The present study successfully demonstrated for the first time that M3R was a viable therapeutic target for NSAID-induced enteropathy. Impairment of the intestinal epithelial barrier function by inhibition of the PGE-EP4 signal transduction pathway is a primary cause of NSAID-induced enteropathy. An EP4R agonist reportedly alleviated indomethacin-induced small intestinal injury in rodents [12]. Consistent with previous studies, we confirmed that activation of EP4R by misoprostol increased intestinal epithelial Cl− secretion ex vivo, and misoprostol was indeed effective in preventing indomethacin-induced small intestinal injury in our in vivo mice model. Although misoprostol is currently clinically available, common side effects, such as abdominal pain and diarrhea, are not usually tolerated by patients with NSAID-induced enteropathy in clinical practice [14, 15]. Since M3R activation can induce intestinal epithelial Cl− secretion in a similar manner to EP4R activation, we hypothesized that M3R would be a viable substitute for EP4R in preventing NSAID-induced enteropathy. As expected, potentiation of M3R ameliorated indomethacin-induced small intestinal injury in a similar manner to misoprostol.
This study provided further evidence that M3R is a viable therapeutic target for NSAID-induced enteropathy. It should be noted in the present study that the PAM-369-induced increase in the basal Isc was significantly enhanced after indomethacin treatment, indicating that M3R can be enhanced by induction of NSAID-induced enteropathy. Indeed, the cholinergic system, including M3R and ChAT, can reportedly be enhanced in acute small intestinal inflammation to prevent further progression of organ damage [26]. Consistent with the results concerning the Isc in the Ussing chamber, we confirmed that the expression of M3R (but not M1R or M2R) was significantly up-regulated by indomethacin treatment, while the ChAT expression was unchanged. Given that 4-DAMP had no effect on the basal Isc but the PAM-369-induced increase in basal Isc was potentiated by indomethacin treatment, not only the increased expression of M3R itself but also the increased sensitivity of the orthostatic site and/or allosteric site to M3R may be present during indomethacin treatment. It is unlikely that functional M3R is newly synthesized in a short time [27], but its up-regulation by indomethacin treatment is possibly brought by endocytic trafficking [28]. Further investigations will be needed to clarify the mechanism underlying how M3R signaling was enhanced under conditions where the production of prostaglandin is suppressed. More importantly, combined treatment of misoprostol and PAM-369 had no additional effects (Supplemental Fig. 2), suggesting that both agents may exert their effects through the same final pathway, such as CFTR. In NSAID-induced enteropathy, up-regulation of M3R signaling might be induced in order to compensate for the down-regulated PGE-EP4 pathway in terms of the intestinal epithelial barrier function (Fig. 7). In this regard, M3R may indeed be a therapeutic target for NSAID-induced enteropathy.

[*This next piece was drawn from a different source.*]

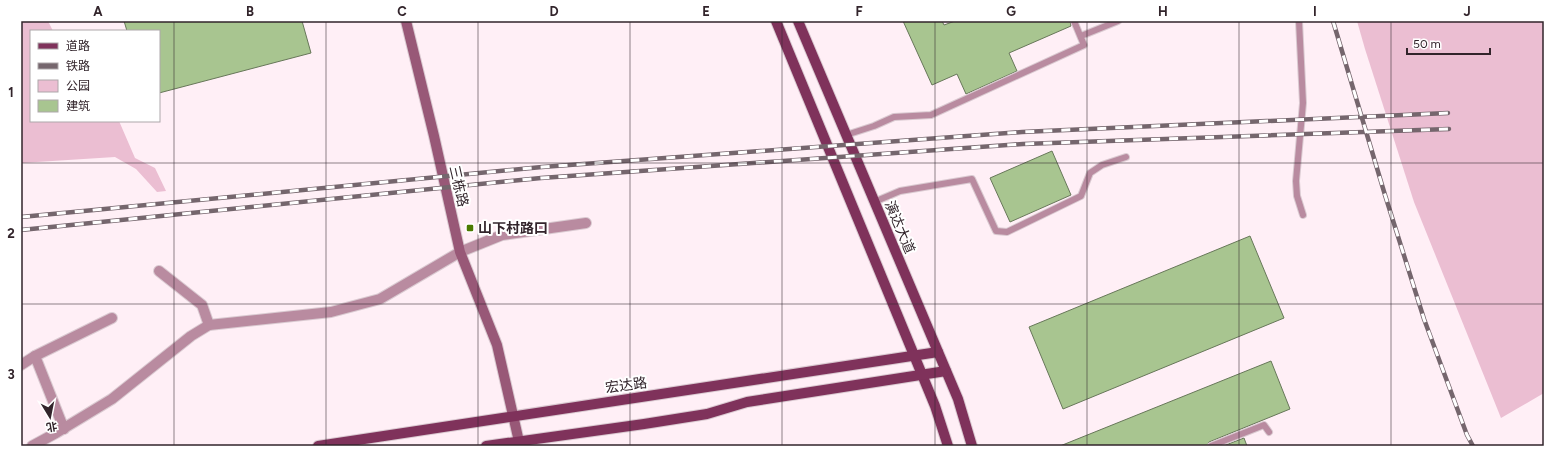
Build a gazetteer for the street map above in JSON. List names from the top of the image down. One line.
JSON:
{"streets":{"main road":["三栋路","演达大道","宏达路"]},"crossings":[["三栋路","宏达路"],["演达大道","宏达路"]],"places":{"transit":["山下村路口"]},"legend":["道路","铁路","公园","建筑"],"scale_bar":"50 m","north":"bottom","grid":{"columns":["A","B","C","D","E","F","G","H","I","J"],"rows":["1","2","3"]}}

In conclusion, M3R plays a role in intestinal epithelial Cl− secretion in a similar manner to EP4R in terms of the intestinal mucosal barrier function. Suppression of prostaglandin production by indomethacin induced an increased expression of M3R and enhanced M3R signaling, possibly via a compensatory mechanism. The further potentiation of M3 receptor by PAM-369 ameliorated indomethacin-induced small intestinal injury. M3R is a promising target for the treatment or prevention of NSAID-induced enteropathy.